### Word embeddings
**Embedding:** 
For the set of words in a corpus, embedding is a mapping between vector space coming from distributional representation to vector space coming from distributed representation.

If we’re given the word “USA,” distributionally similar words could be other countries (e.g., Canada, Germany, India, etc.) or cities in the USA.

Seminal work by *Mikolov et al.* showed that their neural network–based word representation model known as “Word2vec,” based on “distributional similarity,” can capture word analogy relationships. **The Word2vec model is in many ways the dawn of modern-day NLP.**

Conceptually, Word2vec takes a large corpus of text as input and “learns” to represent the words in a common vector space based on the contexts in which they appear in the corpus. Given a word w and the words appearing in its context C, how do we find the vector that best represents the meaning of the word? For every word w in corpus, we start with a vector vw initialized with random values. The Word2vec model refines the values in vw by predicting vw, given the vectors for words in the context C. It does this using a two-layer neural network.

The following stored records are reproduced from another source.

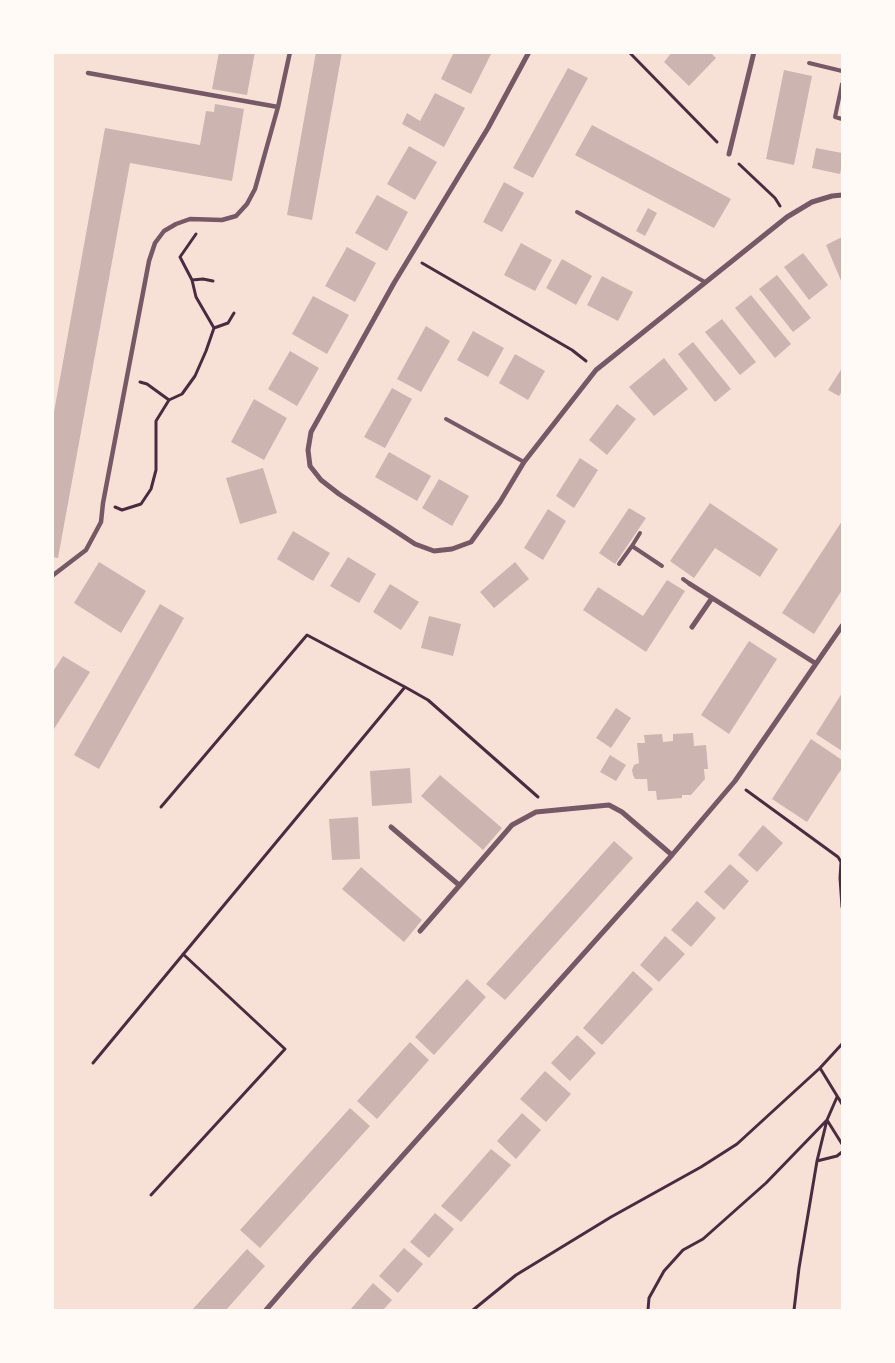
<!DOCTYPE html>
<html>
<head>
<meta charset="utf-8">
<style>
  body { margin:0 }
  #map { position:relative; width:895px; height:1363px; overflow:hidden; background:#f7e1d7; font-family:Ubuntu,sans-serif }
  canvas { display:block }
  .frame { position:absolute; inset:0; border:54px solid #fffaf5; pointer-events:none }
</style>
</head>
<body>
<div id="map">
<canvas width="895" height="1363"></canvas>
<div class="frame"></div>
</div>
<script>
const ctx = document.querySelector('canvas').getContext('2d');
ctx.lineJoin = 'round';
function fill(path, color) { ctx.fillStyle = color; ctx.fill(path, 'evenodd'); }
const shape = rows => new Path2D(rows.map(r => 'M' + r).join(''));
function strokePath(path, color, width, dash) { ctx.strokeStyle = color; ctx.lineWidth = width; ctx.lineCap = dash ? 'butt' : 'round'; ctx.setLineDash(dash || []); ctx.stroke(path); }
fill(shape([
  [219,52,255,52,247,95,212,89],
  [316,52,342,52,312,220,287,215],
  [454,52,488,52,491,54,471,94,441,79],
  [672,52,710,52,716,58,689,86,664,62],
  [568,68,588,78,533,178,513,168],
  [784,70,812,76,794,165,766,159],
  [435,93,465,108,444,147,402,124,407,113,420,121],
  [215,104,244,109,232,181,130,163,58,558,52,557,52,423,105,128,200,145,206,111,214,112],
  [592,125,731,199,714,228,575,155],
  [409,146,437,162,415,200,387,184],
  [816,148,842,153,842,165,840,174,812,168],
  [504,182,524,193,502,232,483,222],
  [377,195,408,212,387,251,355,233],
  [648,208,657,213,645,236,636,231],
  [842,237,842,283,826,245],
  [521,243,552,260,535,291,504,275],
  [347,247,376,263,355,302,325,286],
  [803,253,828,285,809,300,784,267],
  [562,259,592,276,576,305,546,288],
  [777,275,811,318,793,332,759,289],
  [602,276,633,292,618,321,587,305],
  [751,295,791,344,775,358,735,308],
  [313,296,349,315,327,354,292,334],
  [722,319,756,362,740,375,705,332],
  [426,326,450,341,421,392,397,379],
  [473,331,504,348,488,377,457,360],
  [693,342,731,389,715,402,678,354],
  [290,351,319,368,297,406,268,389],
  [515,354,545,371,528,400,499,383],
  [664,358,688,389,654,416,629,387],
  [842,368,842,391,839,396,828,390],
  [392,388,412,399,385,448,364,437],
  [254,399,287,418,264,460,231,442],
  [617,404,636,419,607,455,589,440],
  [389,452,431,476,417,501,375,477],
  [580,458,598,470,574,508,556,496],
  [263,468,277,513,240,524,226,478],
  [439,479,469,496,452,526,422,508],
  [710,503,778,549,760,577,715,548,694,578,670,561],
  [629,508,646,518,615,564,599,553],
  [548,509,566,521,543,560,524,548],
  [842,521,842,590,814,634,782,613],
  [293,531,330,553,313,581,277,559],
  [348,557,376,574,359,603,330,586],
  [99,562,146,591,121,633,74,603],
  [515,562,529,579,494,608,480,592],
  [667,580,685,591,646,652,583,610,598,587,643,616],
  [390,584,419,602,401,630,373,612],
  [160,604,184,618,99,769,74,755],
  [429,616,461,624,453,656,421,648],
  [749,641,777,659,729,734,701,715],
  [63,656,90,672,54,729,52,728,52,673],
  [842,693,842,751,816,734],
  [616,708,631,718,611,748,596,738],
  [693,733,694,746,706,745,708,769,704,769,705,779,691,795,682,795,682,798,657,800,656,791,648,791,647,779,635,779,633,775,632,770,634,765,639,763,637,743,645,743,644,735,662,734,663,742,673,741,673,734],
  [811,739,842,760,842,768,807,822,772,799],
  [610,755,626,765,616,781,600,772],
  [410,768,412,803,372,806,370,771],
  [440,775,502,828,483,850,421,796],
  [358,817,360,859,332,860,329,819],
  [763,825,783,843,757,872,738,855],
  [614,841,633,858,505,1000,486,984],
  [730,864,749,881,724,910,704,892],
  [361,867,422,920,404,942,342,889],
  [697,901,716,918,691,947,671,930],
  [665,936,685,954,659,982,640,965],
  [633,971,653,989,602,1045,583,1028],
  [467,979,486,997,434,1055,415,1037],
  [577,1035,596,1053,570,1081,551,1063],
  [410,1042,429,1060,377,1119,357,1101],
  [545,1071,571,1094,546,1122,520,1099],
  [350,1108,370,1126,260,1248,240,1230],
  [522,1113,541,1130,516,1159,497,1141],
  [491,1149,511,1165,461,1222,441,1206],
  [435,1213,454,1229,429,1258,410,1242],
  [404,1248,423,1264,398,1293,379,1276],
  [247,1249,265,1266,226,1310,192,1310],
  [373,1283,392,1300,383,1310,350,1310]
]), '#ccb4b1');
strokePath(shape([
  [629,52,717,142],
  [739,164,775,198,780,206],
  [422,263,572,350,586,361],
  [192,280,180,257,196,234],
  [213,281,203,279,192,280,196,297,214,328],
  [140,382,147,384,169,400],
  [115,507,122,510,141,504,151,489,156,470,156,421,169,400,182,394,195,376,206,351,214,328,228,323,234,313],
  [746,790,838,857,841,862,840,878,842,907],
  [161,807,307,635,405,687],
  [93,1063,405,687,428,700,538,797],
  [820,1068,842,1104],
  [837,1097,827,1120,842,1144],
  [151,1195,285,1049,183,954],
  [473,1310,516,1275,611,1217,701,1167,737,1144,820,1068,842,1044],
  [648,1310,649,1298,664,1271,683,1250,703,1239,766,1183,827,1120,817,1161],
  [794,1310,799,1268,817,1161,837,1156,842,1152]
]), '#4a2c40', 3);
strokePath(shape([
  [809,63,842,71],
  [842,84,835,117,842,119],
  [577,212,705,282],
  [446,419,524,462],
  [640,533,632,546,662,566],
  [619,564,632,546],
  [683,579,690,584]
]), '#755966', 4);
strokePath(shape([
  [88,73,278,107],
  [52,576,86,550,101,522,103,503,149,261,155,243,164,231,176,224,190,219,222,220,236,216,247,204,255,189,278,107,290,52]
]), '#755966', 4.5);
strokePath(shape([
  [529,52,488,128,394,283,311,432,308,450,310,466,321,480,339,494,415,544,434,551,452,549,471,542,500,502,524,462,596,370,787,217,812,202,832,196,842,195],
  [729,154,754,52],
  [690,584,815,663],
  [692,627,712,598],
  [391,827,459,885],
  [420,931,512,825,536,812,609,805,622,812,672,855],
  [266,1310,311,1258,672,855,735,781,842,626]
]), '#755966', 5);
</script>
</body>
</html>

### Pre-trained work embeddings

Thankfully, for many scenarios, it’s not necessary to train your own embeddings, and using pre-trained word embeddings often suffices. 

The most popular pre-trained embeddings are Word2vec by Google, GloVe by Stanford, and fasttext embeddings by Facebook.

The following code shows loading a pre-trained word2vec embedding model and we find words that are semantically similar to the word beautiful:

In [None]:
import os
import wget
import gzip
import shutil
import warnings #This module ignores the various types of warnings generated
warnings.filterwarnings("ignore") 
import psutil #This module helps in retrieving information on running processes and system resource utilization
from psutil import virtual_memory
from gensim.models import Word2Vec, KeyedVectors

gn_vec_path = "GoogleNews-vectors-negative300.bin"
if not os.path.exists("GoogleNews-vectors-negative300.bin"):
    if not os.path.exists("../Ch2/GoogleNews-vectors-negative300.bin"):
        #Downloading the reqired model
        if not os.path.exists("../Ch2/GoogleNews-vectors-negative300.bin.gz"):
            if not os.path.exists("GoogleNews-vectors-negative300.bin.gz"):
                wget.download("https://s3.amazonaws.com/dl4j-distribution/GoogleNews-vectors-negative300.bin.gz")
            gn_vec_zip_path = "GoogleNews-vectors-negative300.bin.gz"
        else:
            gn_vec_zip_path = "../Ch2/GoogleNews-vectors-negative300.bin.gz"
        #Extracting the required model
        with gzip.open(gn_vec_zip_path, 'rb') as f_in:
            with open(gn_vec_path, 'wb') as f_out:
                shutil.copyfileobj(f_in, f_out)
    else:
        gn_vec_path = "../Ch2/" + gn_vec_path

print(f"Model at {gn_vec_path}")

process = psutil.Process(os.getpid())
mem = virtual_memory()

In [None]:
pretrainedpath = gn_vec_path

#Load W2V model. This will take some time, but it is a one time effort! 
pre = process.memory_info().rss
print("Memory used in GB before Loading the Model: %0.2f"%float(pre/(10**9))) #Check memory usage before loading the model
print('-'*10)

start_time = time.time() #Start the timer
ttl = mem.total #Toal memory available

w2v_model = KeyedVectors.load_word2vec_format(pretrainedpath, binary=True) #load the model
print("%0.2f seconds taken to load"%float(time.time() - start_time)) #Calculate the total time elapsed since starting the timer
print('-'*10)

print('Finished loading Word2Vec')
print('-'*10)

post = process.memory_info().rss
print("Memory used in GB after Loading the Model: {:.2f}".format(float(post/(10**9)))) #Calculate the memory used after loading the model
print('-'*10)

print("Percentage increase in memory usage: {:.2f}% ".format(float((post/pre)*100))) #Percentage increase in memory after loading the model
print('-'*10)

print("Numver of words in vocablulary: ",len(w2v_model.vocab)) #Number of words in the vocabulary.

In [None]:
#Let us examine the model by knowing what the most similar words are, for a given word!
w2v_model.most_similar('beautiful')

In [None]:
#Let us try with another word! 
w2v_model.most_similar('toronto')

In [None]:
#What is the vector representation for a word? 
w2v_model['computer']

In [None]:
#What if I am looking for a word that is not in this vocabulary?
w2v_model['practicalnlp']

Two things to note while using pre-trained models:
- Tokens/Words are always lowercased. If a word is not in the vocabulary, the model throws an exception.
- So, it is always a good idea to encapsulate those statements in try/except blocks.

#### Getting embedding representation for full text
With spaCy. 

In [None]:
import spacy
# ! python -m spacy download en_core_web_md # get the spaCy model

nlp = spacy.load('en_core_web_md')
mydoc = nlp("Canada is a large country")
print(mydoc.vector) #Averaged vector for the entire sentence
#What happens when I give a sentence with strange words (and stop words), and try to get its word vector in Spacy?
temp = nlp('practicalnlp is a newword')
temp[0].vector